=== Task ===
Extract the lines of the material below, beginning with the first and ending with the line that holds "translate:-50% -50%; white-space:nowrap;". Skip every picture.

=== Available data ===

○ ○ ○ ○

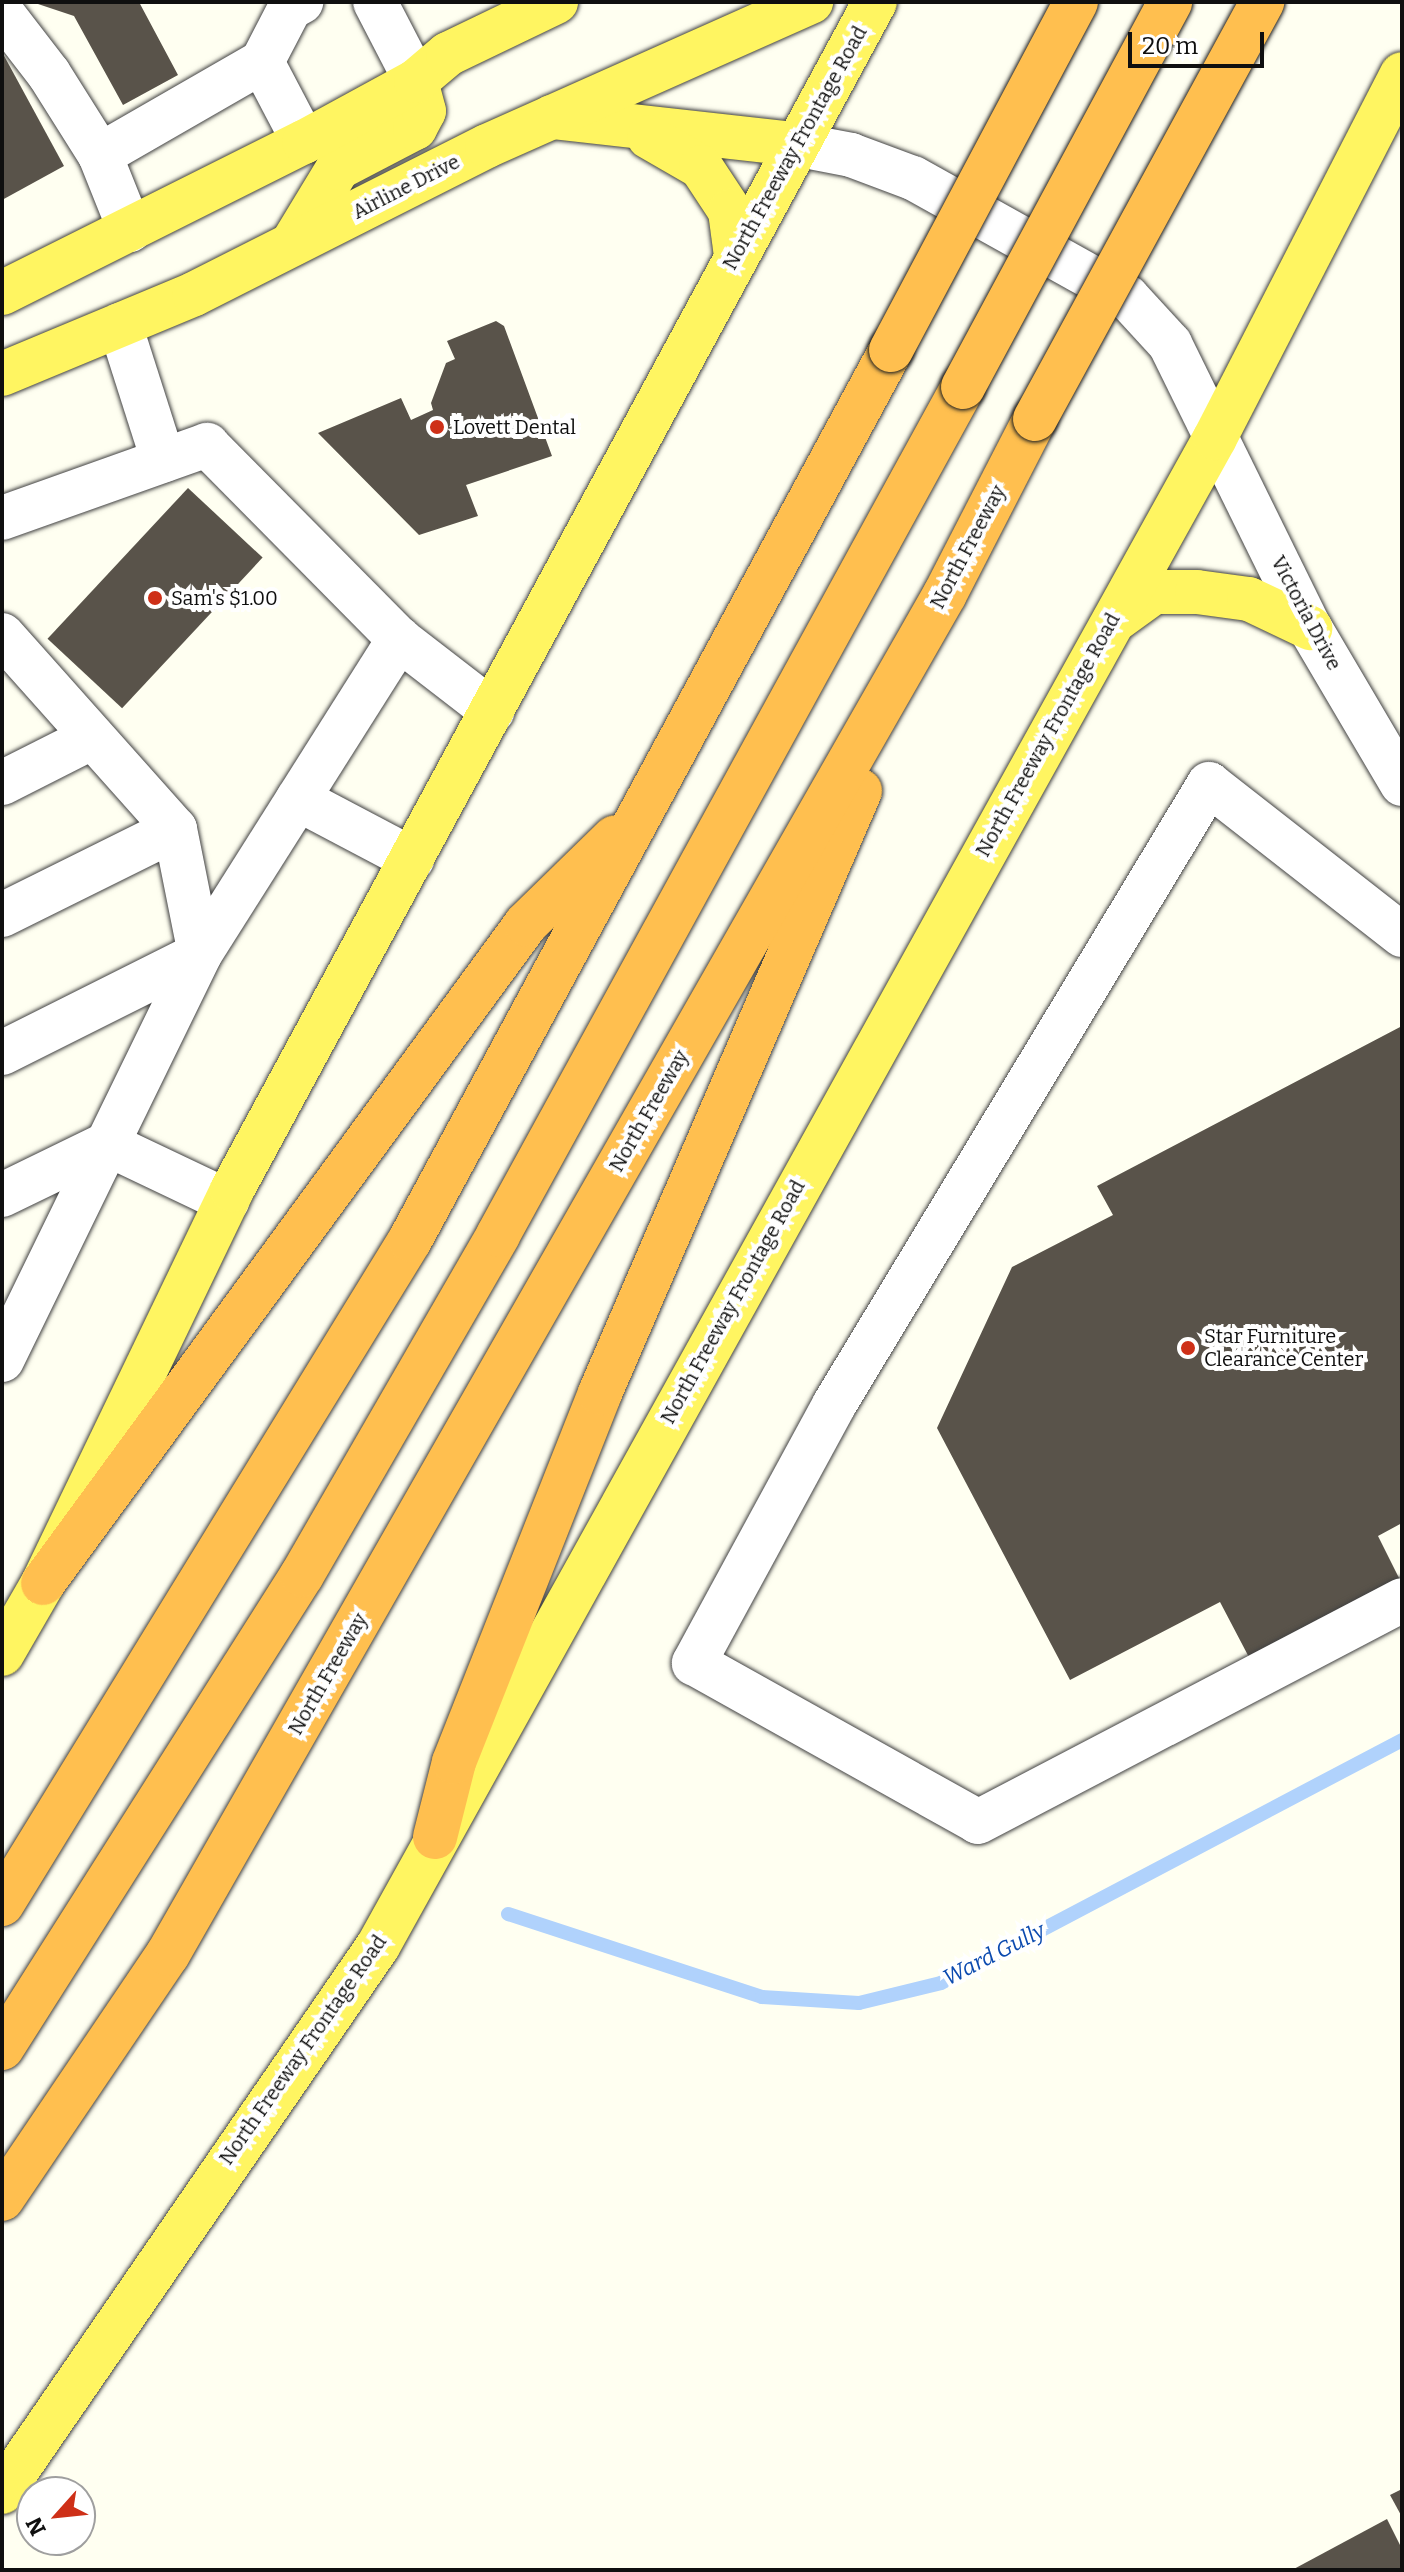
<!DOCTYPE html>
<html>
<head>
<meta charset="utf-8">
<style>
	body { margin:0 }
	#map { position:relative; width:1404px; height:2572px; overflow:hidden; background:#fffff1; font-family:Bitter,serif }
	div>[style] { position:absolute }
	.stream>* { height:14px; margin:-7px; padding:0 7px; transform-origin:7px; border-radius:7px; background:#b0d2fc }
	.building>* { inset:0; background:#59534a; transform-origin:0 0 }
	.roads { filter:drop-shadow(0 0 2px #424242) drop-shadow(0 0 2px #424242) }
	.minor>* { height:44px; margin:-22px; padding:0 22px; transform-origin:22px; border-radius:22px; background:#fff }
	.major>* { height:44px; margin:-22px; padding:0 22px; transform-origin:22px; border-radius:22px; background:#fff561 }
	.highway>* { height:44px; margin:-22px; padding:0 22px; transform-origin:22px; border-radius:22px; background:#ffbf4f }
	.bridges { filter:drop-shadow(0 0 2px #202020) drop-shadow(0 0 2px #202020) }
	.highway-bridge>* { height:44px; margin:-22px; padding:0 22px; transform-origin:22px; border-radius:22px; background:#ffbf4f }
	.dots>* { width:22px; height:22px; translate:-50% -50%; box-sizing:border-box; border:4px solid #fff; border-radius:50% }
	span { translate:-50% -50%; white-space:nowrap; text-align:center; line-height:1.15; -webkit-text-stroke:8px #fff; paint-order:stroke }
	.street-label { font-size:20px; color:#0f0f0f }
	.poi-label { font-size:20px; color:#0f0f0f }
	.left { translate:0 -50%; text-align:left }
	.water-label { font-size:22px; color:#0b4aaf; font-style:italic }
	.frame { position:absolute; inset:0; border:4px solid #0f0f0f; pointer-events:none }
	.north { position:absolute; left:16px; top:2476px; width:80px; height:80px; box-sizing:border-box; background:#fff; border:2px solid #9f9f9f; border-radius:50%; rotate:243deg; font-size:22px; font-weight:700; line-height:32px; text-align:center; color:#0f0f0f }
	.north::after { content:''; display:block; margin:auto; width:28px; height:36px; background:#ce3018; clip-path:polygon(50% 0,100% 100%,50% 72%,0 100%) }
	.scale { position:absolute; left:1128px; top:32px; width:136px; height:36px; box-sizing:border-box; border:4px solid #0f0f0f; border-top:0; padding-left:10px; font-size:24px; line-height:28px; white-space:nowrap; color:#0f0f0f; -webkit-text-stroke:6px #fff; paint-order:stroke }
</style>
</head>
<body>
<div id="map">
	<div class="stream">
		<div style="left:508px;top:1914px;width:267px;rotate:18.1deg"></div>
		<div style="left:762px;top:1997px;width:97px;rotate:3.5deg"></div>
		<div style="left:859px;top:2003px;width:84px;rotate:-13.7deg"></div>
		<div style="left:941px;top:1983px;width:521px;rotate:-27.79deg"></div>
	</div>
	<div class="building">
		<div style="clip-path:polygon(32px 2px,139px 2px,178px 75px,123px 105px,74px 16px)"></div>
		<div style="clip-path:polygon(2px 52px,64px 166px,2px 200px)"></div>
		<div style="clip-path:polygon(496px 321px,504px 326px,552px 456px,466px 485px,478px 516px,419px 535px,318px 433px,401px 398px,411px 420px,433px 410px,431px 403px,446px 363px,455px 359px,447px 341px)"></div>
		<div style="left:188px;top:488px;width:102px;height:206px;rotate:43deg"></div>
		<div style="clip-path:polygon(1402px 1026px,1402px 1523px,1378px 1536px,1402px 1584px,1252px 1663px,1220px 1602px,1070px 1680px,937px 1428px,1012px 1267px,1113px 1215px,1097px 1186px)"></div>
		<div style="clip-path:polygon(1402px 2489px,1402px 2517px,1390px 2495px)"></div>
		<div style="clip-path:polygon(1387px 2519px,1402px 2549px,1402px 2570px,1292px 2570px)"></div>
	</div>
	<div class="roads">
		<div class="minor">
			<div style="left:375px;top:2px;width:89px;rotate:62.6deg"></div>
			<div style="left:2px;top:13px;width:77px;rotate:52.4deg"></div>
			<div style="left:49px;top:74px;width:96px;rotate:57.8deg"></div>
			<div style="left:262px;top:62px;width:90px;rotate:62.3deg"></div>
			<div style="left:794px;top:144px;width:58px;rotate:10.9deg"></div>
			<div style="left:851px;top:155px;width:66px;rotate:20.4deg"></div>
			<div style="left:913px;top:178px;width:245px;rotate:29.1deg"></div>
			<div style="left:1127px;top:297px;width:64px;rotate:47.5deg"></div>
			<div style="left:1170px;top:344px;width:317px;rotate:63.8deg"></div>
			<div style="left:1310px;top:628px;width:181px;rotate:59.5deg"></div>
			<div style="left:130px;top:230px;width:81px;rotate:-111.8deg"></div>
			<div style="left:100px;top:155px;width:187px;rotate:-29.9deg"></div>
			<div style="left:262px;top:62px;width:61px;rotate:-62.6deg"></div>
			<div style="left:290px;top:8px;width:13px;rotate:-29deg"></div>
			<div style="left:120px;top:325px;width:142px;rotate:72.3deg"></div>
			<div style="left:2px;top:518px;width:218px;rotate:-19.6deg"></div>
			<div style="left:207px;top:445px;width:273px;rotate:45.3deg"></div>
			<div style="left:399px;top:639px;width:118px;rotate:37.7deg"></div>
			<div style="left:2px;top:635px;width:260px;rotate:48.3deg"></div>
			<div style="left:175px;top:829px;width:127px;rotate:78.7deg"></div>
			<div style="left:2px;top:783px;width:100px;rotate:-26.8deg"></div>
			<div style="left:298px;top:799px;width:129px;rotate:27.8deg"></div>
			<div style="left:2px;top:915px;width:193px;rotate:-26.4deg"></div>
			<div style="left:1402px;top:935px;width:245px;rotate:-142deg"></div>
			<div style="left:1209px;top:784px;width:725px;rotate:121.13deg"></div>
			<div style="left:834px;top:1405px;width:294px;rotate:118.5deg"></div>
			<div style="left:694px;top:1663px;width:325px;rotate:29.2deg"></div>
			<div style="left:978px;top:1822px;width:479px;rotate:-27.6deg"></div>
			<div style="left:2px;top:1053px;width:221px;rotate:-26.6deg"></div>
			<div style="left:2px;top:1195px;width:117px;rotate:-25.9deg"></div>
			<div style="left:107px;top:1144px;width:133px;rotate:25.4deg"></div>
			<div style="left:2px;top:1360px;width:452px;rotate:-64deg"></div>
			<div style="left:200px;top:954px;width:373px;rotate:-57.7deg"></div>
		</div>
		<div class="major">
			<div style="left:552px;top:117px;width:244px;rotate:6.4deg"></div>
			<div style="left:649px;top:137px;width:60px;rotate:30deg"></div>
			<div style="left:701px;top:167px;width:53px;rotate:56.6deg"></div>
			<div style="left:730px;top:211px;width:45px;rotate:82.4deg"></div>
			<div style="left:292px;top:244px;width:89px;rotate:-58.8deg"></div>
			<div style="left:338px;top:168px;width:87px;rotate:-27.5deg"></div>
			<div style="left:415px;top:128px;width:19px;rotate:-62deg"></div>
			<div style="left:424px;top:111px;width:31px;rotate:-105deg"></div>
			<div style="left:2px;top:293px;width:338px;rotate:-26.6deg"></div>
			<div style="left:304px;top:142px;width:128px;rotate:-28.6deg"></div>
			<div style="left:416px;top:81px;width:42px;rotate:-40.2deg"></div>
			<div style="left:448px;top:54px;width:120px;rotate:-25.7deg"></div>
			<div style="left:2px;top:374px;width:208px;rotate:-22.6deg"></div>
			<div style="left:194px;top:294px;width:328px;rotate:-26.8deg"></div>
			<div style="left:487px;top:146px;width:355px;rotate:-24deg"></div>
			<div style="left:1114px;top:621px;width:49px;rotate:-35.9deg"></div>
			<div style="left:1154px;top:592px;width:43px"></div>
			<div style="left:1197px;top:592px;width:52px;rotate:7.7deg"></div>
			<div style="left:1249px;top:599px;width:68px;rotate:25.4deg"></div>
			<div style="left:2px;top:1654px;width:82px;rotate:-60deg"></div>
			<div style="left:43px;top:1583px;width:436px;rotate:-64.3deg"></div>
			<div style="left:232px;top:1190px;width:1351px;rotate:-61.58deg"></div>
			<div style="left:2px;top:2492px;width:663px;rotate:-55.45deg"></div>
			<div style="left:378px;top:1946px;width:1725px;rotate:-60.97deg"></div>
			<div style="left:1215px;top:438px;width:409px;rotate:-62.8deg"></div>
		</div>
		<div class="highway">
			<div style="left:43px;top:1583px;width:817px;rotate:-53.76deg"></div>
			<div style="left:526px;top:924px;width:124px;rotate:-44.3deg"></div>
			<div style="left:435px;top:1837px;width:77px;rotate:-75.8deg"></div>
			<div style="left:454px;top:1762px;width:397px;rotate:-68.4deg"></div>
			<div style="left:600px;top:1393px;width:656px;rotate:-66.64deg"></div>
			<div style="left:2px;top:1904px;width:779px;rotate:-58.43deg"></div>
			<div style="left:410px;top:1240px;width:1012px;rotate:-61.61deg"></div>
			<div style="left:2px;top:2048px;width:560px;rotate:-57.62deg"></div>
			<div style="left:302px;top:1575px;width:392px;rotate:-60deg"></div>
			<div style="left:498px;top:1235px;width:967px;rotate:-61.26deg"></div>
			<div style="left:2px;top:2199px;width:296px;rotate:-55.9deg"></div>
			<div style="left:168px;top:1954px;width:1566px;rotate:-60.26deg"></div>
			<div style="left:945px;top:594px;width:197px;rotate:-62.8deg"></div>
		</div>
	</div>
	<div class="bridges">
		<div class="highway-bridge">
			<div style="left:891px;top:350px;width:394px;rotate:-62deg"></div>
			<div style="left:963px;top:387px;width:437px;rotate:-61.7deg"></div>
			<div style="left:1035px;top:419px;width:475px;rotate:-61.4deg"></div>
		</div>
	</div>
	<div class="dots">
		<div style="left:437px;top:427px;background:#ce3018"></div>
		<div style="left:155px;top:598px;background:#ce3018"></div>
		<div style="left:1188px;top:1348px;background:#ce3018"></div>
	</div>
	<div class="street-label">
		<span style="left:795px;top:148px;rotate:-61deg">North Freeway Frontage Road</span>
		<span style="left:406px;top:187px;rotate:-27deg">Airline Drive</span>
		<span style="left:968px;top:547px;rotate:-62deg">North Freeway</span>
		<span style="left:1306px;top:613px;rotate:62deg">Victoria Drive</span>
		<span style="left:1048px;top:735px;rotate:-61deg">North Freeway Frontage Road</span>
		<span style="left:649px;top:1111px;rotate:-60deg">North Freeway</span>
		<span style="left:733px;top:1302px;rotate:-61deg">North Freeway Frontage Road</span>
		<span style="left:328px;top:1674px;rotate:-60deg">North Freeway</span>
		<span style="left:303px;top:2050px;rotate:-55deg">North Freeway Frontage Road</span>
	</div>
	<div class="poi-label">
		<span class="left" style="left:453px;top:427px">Lovett Dental</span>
		<span class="left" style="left:171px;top:598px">Sam's $1.00</span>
		<span class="left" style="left:1204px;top:1348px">Star Furniture<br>Clearance Center</span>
	</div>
	<div class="water-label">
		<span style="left:994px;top:1954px;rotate:-27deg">Ward Gully</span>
	</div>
	<div class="frame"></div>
	<div class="north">N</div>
	<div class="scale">20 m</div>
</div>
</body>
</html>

○ ○ ○ ○

=== Your response ===
<!DOCTYPE html>
<html>
<head>
<meta charset="utf-8">
<style>
	body { margin:0 }
	#map { position:relative; width:1404px; height:2572px; overflow:hidden; background:#fffff1; font-family:Bitter,serif }
	div>[style] { position:absolute }
	.stream>* { height:14px; margin:-7px; padding:0 7px; transform-origin:7px; border-radius:7px; background:#b0d2fc }
	.building>* { inset:0; background:#59534a; transform-origin:0 0 }
	.roads { filter:drop-shadow(0 0 2px #424242) drop-shadow(0 0 2px #424242) }
	.minor>* { height:44px; margin:-22px; padding:0 22px; transform-origin:22px; border-radius:22px; background:#fff }
	.major>* { height:44px; margin:-22px; padding:0 22px; transform-origin:22px; border-radius:22px; background:#fff561 }
	.highway>* { height:44px; margin:-22px; padding:0 22px; transform-origin:22px; border-radius:22px; background:#ffbf4f }
	.bridges { filter:drop-shadow(0 0 2px #202020) drop-shadow(0 0 2px #202020) }
	.highway-bridge>* { height:44px; margin:-22px; padding:0 22px; transform-origin:22px; border-radius:22px; background:#ffbf4f }
	.dots>* { width:22px; height:22px; translate:-50% -50%; box-sizing:border-box; border:4px solid #fff; border-radius:50% }
	span { translate:-50% -50%; white-space:nowrap; text-align:center; line-height:1.15; -webkit-text-stroke:8px #fff; paint-order:stroke }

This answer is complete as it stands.